It’s not just genes — parents can pass down longevity another way
HHMI Janelia Research Campus Senior Group Leader Meng Wang and her team study longevity. They've shown that by overexpressing an enzyme in the lysosomes of the roundworm C. elegans, they can extend the worm's life by up to 60 percent.
But surprisingly, the team found the worms' progeny without this genetic modification were still living longer than normal. When they crossed their long-lived worms with "wild-type" worms that weren't overexpressing the enzyme -- a routine lab procedure used to wipe clean any genetic manipulations -- they saw that the offspring also lived longer than normal worms. Somehow, the longevity markers were being transferred from generation to generation, even four generations later.

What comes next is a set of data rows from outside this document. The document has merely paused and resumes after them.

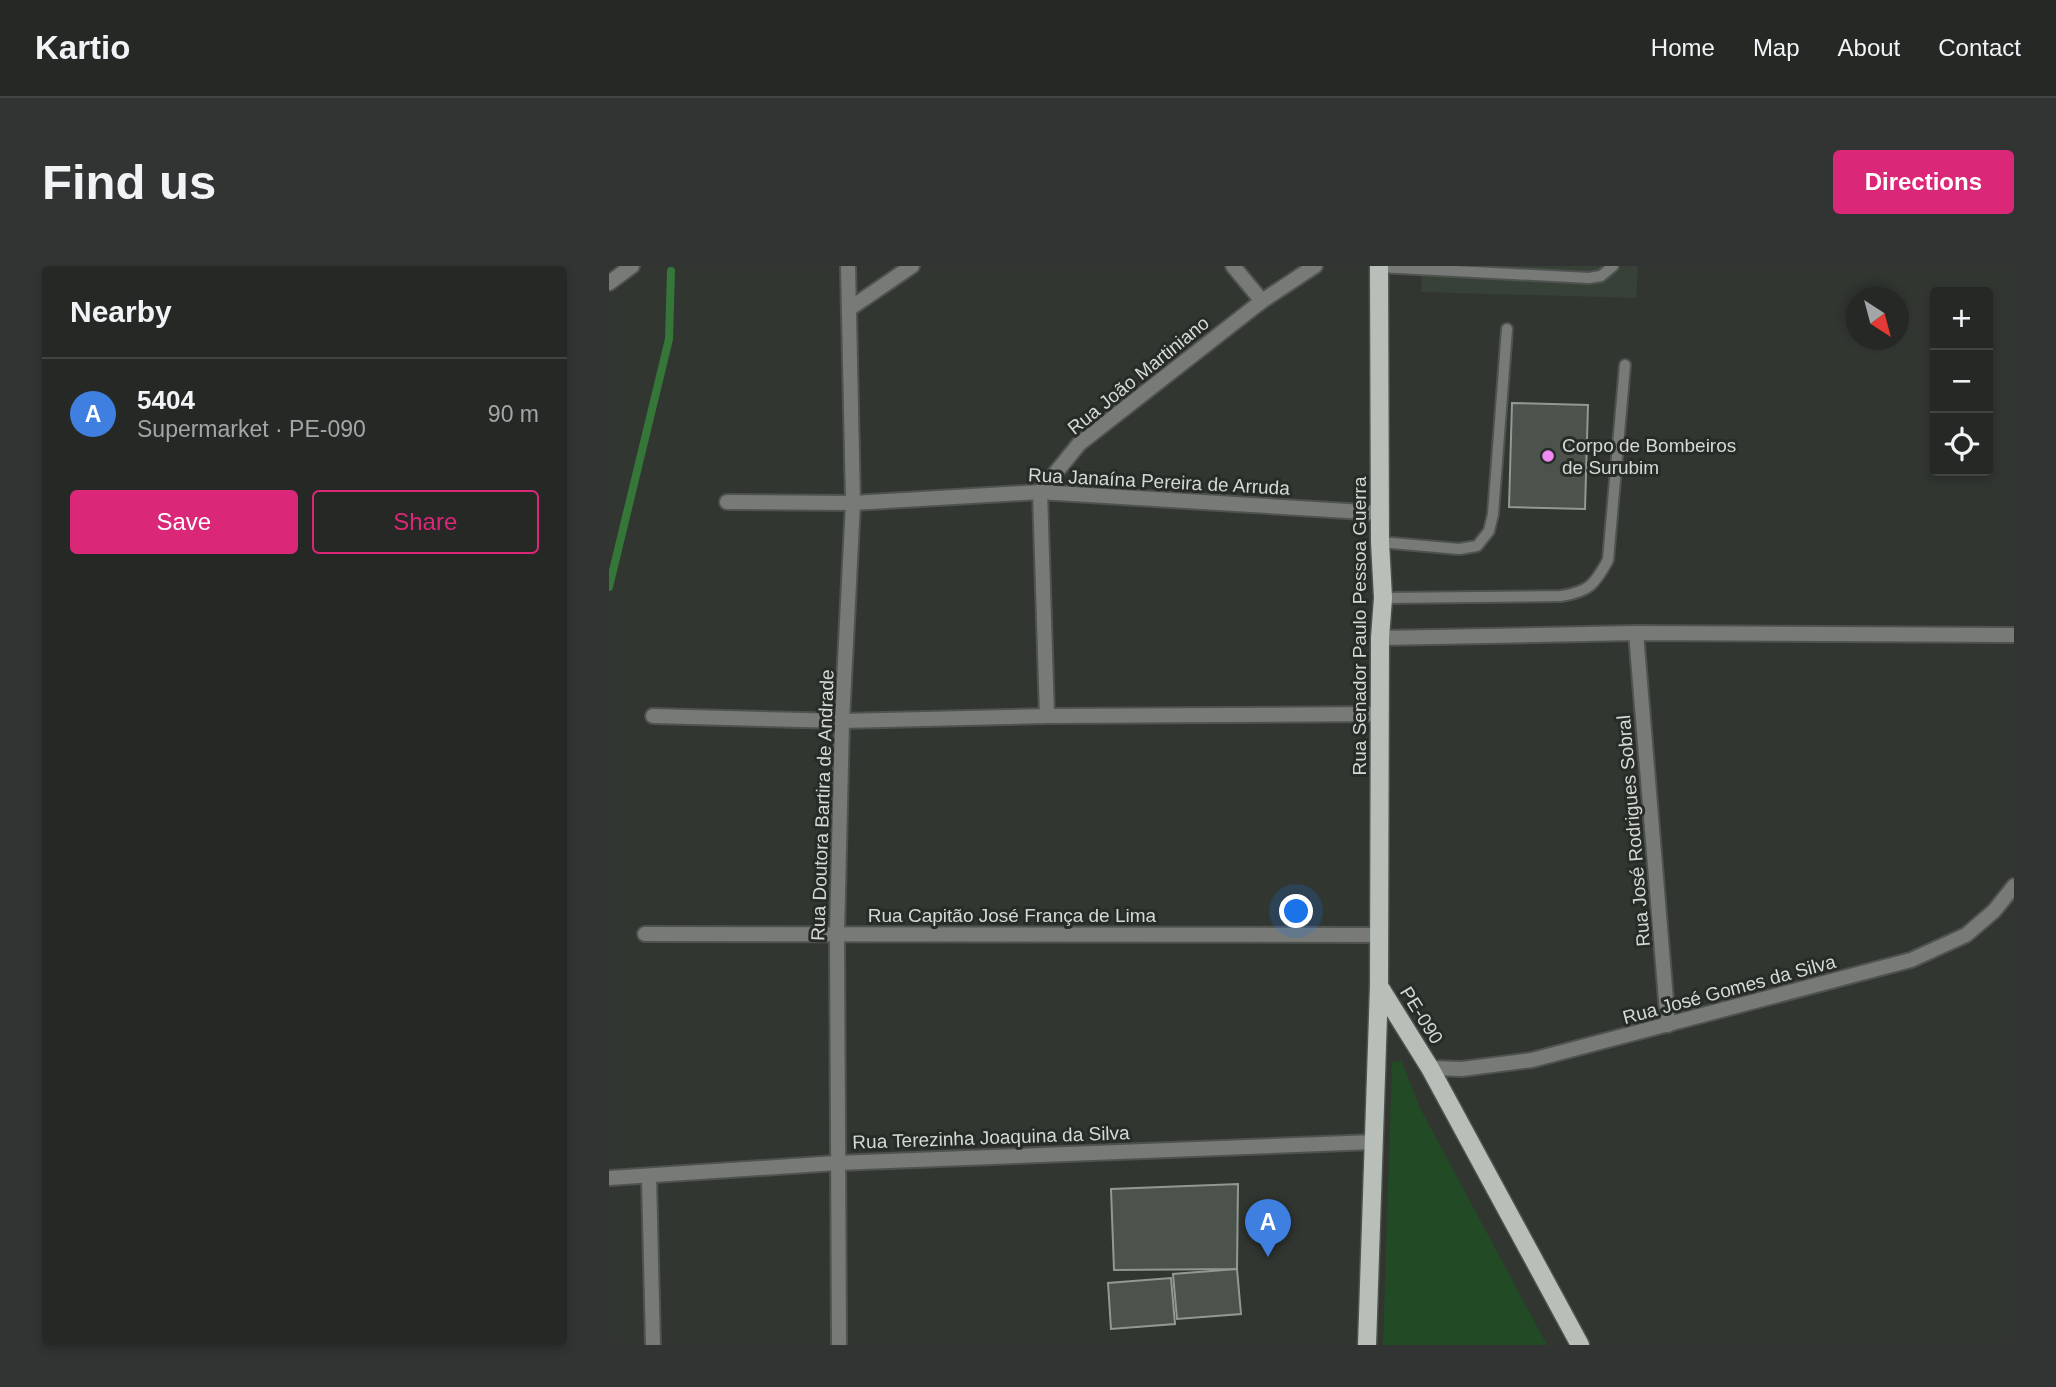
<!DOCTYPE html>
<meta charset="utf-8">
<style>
:root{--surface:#252825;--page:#313432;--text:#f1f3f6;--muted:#a3a6a7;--line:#424442;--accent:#db2777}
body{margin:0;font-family:Arial,sans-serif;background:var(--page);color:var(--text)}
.controls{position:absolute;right:21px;top:21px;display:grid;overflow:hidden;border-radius:7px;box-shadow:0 4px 10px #0003}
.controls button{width:63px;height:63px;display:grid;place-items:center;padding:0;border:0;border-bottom:2px solid var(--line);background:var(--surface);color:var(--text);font:35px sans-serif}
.compass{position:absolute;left:1237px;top:21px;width:63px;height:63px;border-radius:50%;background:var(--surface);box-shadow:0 4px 10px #0003;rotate:144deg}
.you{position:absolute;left:688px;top:646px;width:24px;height:24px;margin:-18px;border:5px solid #fff;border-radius:50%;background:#1a73e8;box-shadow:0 0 0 10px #1a73e833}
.badge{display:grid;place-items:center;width:46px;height:46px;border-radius:50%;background:var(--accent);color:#fff;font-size:23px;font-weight:700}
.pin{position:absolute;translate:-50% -58px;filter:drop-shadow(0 2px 4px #0008)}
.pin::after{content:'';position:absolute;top:37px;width:24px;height:21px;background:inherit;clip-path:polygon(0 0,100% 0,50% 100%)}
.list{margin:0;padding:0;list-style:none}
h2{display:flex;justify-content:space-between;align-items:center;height:91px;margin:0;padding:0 28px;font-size:30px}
h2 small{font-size:23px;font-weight:400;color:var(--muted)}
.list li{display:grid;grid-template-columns:46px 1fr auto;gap:21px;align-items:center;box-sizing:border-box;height:112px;padding:0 28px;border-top:2px solid var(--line)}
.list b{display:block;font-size:26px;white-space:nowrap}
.list p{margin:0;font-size:23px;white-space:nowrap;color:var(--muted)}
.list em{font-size:23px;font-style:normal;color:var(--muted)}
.actions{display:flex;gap:14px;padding:21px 28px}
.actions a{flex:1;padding:16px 0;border:2px solid var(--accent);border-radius:7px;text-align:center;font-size:24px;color:var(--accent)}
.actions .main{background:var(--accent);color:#fff}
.icon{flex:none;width:38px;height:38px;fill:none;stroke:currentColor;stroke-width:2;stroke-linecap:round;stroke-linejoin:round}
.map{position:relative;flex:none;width:1405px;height:1079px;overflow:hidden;border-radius:7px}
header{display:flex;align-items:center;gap:42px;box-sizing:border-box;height:98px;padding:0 35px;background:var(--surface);border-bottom:2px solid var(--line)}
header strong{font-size:33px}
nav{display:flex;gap:38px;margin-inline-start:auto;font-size:24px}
.intro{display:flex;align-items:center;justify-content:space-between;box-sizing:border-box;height:168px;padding:0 42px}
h1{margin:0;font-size:49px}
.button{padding:18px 32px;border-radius:7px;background:var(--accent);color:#fff;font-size:24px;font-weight:700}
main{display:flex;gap:42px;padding:0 42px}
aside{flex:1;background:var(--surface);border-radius:7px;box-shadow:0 4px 10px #0003}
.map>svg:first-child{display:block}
.built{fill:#374137}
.green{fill:#224a24}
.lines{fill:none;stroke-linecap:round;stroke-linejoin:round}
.stream{stroke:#347739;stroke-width:8}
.building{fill:#4c524c;stroke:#929992;stroke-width:2}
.lane-casing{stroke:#4f534f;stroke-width:14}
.street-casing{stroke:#4f534f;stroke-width:18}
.primary-casing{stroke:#4f534f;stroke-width:21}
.lane{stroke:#777a77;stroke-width:10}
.street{stroke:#777a77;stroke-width:14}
.primary{stroke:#b8beb8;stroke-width:18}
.poi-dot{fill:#f08bf6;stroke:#272c27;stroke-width:2.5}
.labels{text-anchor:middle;stroke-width:6;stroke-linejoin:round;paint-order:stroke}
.street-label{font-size:19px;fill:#d5d9d5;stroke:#272c27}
.poi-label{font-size:19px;fill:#d5d9d5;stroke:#272c27;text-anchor:start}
</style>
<header>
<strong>Kartio</strong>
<nav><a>Home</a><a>Map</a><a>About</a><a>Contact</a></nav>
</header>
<div class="intro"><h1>Find us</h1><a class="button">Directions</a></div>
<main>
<aside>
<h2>Nearby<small></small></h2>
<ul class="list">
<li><span class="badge" style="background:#3f7fe0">A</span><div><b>5404</b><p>Supermarket · PE-090</p></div><em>90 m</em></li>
</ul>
<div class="actions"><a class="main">Save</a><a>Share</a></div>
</aside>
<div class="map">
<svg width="1405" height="1079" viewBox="0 0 1405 1079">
<rect width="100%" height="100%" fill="#313631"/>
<!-- built -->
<path class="built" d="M 814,0 L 1029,0 L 1027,32 L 812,26 Z"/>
<!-- green -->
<path class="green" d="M 793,795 L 810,840 L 938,1079 L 774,1079 L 783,796 Z"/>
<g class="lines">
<!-- stream -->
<path class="stream" d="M 0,321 L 60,73 L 62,5"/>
</g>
<!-- building -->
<g class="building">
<path d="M 903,137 L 979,139 L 976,243 L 900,241 Z"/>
<path d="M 629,918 L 628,1003 L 505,1004 L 502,923 Z"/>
<path d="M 628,1003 L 632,1048 L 568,1053 L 564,1008 Z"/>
<path d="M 562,1012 L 566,1058 L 502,1063 L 499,1017 Z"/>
</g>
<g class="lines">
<defs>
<g id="lane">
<path d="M 770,1 L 980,12 L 992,10 L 1004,0"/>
<path d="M 771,276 L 850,283 L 868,280 L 880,265 L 884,248 L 898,63"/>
<path d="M 774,332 L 952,330 C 980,326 986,318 999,294 L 1016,99"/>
</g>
<g id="street">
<path d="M 624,0 L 653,35"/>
<path d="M 0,17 L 23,0"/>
<path d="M 240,43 L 303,0"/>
<path d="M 118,236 L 244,237 L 431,226 L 771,247"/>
<path d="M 1027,367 L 1059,759"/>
<path d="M 771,372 L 1027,367 L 1405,369"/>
<path d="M 44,450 L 233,455 L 438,450 L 771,448"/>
<path d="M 438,450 L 431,226 L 470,178 L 653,35 L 706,0"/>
<path d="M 36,668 L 771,669"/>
<path d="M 821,802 L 853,803 L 923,794 L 1302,694 L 1357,669 L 1385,645 L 1405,620"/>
<path d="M 40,911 L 44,1079"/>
<path d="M 0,912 L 228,897 L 765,876"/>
<path d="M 230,1079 L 228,668 L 233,455 L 244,237 L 239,0"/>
</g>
<g id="primary">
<path d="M 770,720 L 821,802 L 971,1079"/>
<path d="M 758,1079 L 770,720 L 771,372 L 774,332 L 771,276 L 770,0"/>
</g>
</defs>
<!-- lane casing -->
<use href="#lane" class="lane-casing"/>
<!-- street casing -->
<use href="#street" class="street-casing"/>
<!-- primary casing -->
<use href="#primary" class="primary-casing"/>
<!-- lane -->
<use href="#lane" class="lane"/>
<!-- street -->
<use href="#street" class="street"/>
<!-- primary -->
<use href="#primary" class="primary"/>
</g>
<!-- markers -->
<circle class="poi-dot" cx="939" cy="190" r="7"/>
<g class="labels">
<!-- street labels -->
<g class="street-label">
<text transform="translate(529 109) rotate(-39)" y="7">Rua João Martiniano</text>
<text transform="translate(550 215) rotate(3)" y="7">Rua Janaína Pereira de Arruda</text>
<text transform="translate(750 360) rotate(-90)" y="7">Rua Senador Paulo Pessoa Guerra</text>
<text transform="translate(213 539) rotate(-88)" y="7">Rua Doutora Bartira de Andrade</text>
<text transform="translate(1024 565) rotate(-95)" y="7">Rua José Rodrigues Sobral</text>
<text x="403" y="656">Rua Capitão José França de Lima</text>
<text transform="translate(1120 723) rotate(-15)" y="7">Rua José Gomes da Silva</text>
<text transform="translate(813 749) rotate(58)" y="7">PE-090</text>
<text transform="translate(382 871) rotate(-2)" y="7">Rua Terezinha Joaquina da Silva</text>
</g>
<!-- poi labels -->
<g class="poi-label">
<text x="953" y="186">Corpo de Bombeiros<tspan x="953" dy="22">de Surubim</tspan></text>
</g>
</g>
</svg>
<div class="controls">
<button>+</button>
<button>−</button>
<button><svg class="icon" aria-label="locate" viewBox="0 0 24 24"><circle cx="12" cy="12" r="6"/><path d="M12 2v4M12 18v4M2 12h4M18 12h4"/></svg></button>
</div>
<svg class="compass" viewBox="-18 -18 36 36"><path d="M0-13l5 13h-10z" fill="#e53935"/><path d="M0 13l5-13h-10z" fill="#a3a6a7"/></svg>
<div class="you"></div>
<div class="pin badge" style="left:659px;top:991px;background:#3f7fe0">A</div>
</div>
</main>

In new research, Wang and her team uncover how changes in the worm's lysosomes that promote longevity are transferred from cells in its body to its reproductive cells through histones -- proteins that play a key role in organizing and regulating DNA. In reproductive cells, these histone messengers cause modifications in the worm's epigenome -- a collection of chemical tags that regulate gene expression -- enabling the lysosomal changes to be passed from generation to generation without changing the underlying DNA.
The findings have repercussions well beyond longevity. Epigenetic modifications can help organisms cope with many different types of environmental stressors -- from diet changes to pollutant exposure to psychological stress -- and the new work shows how these advantages could be conferred from parents to their offspring.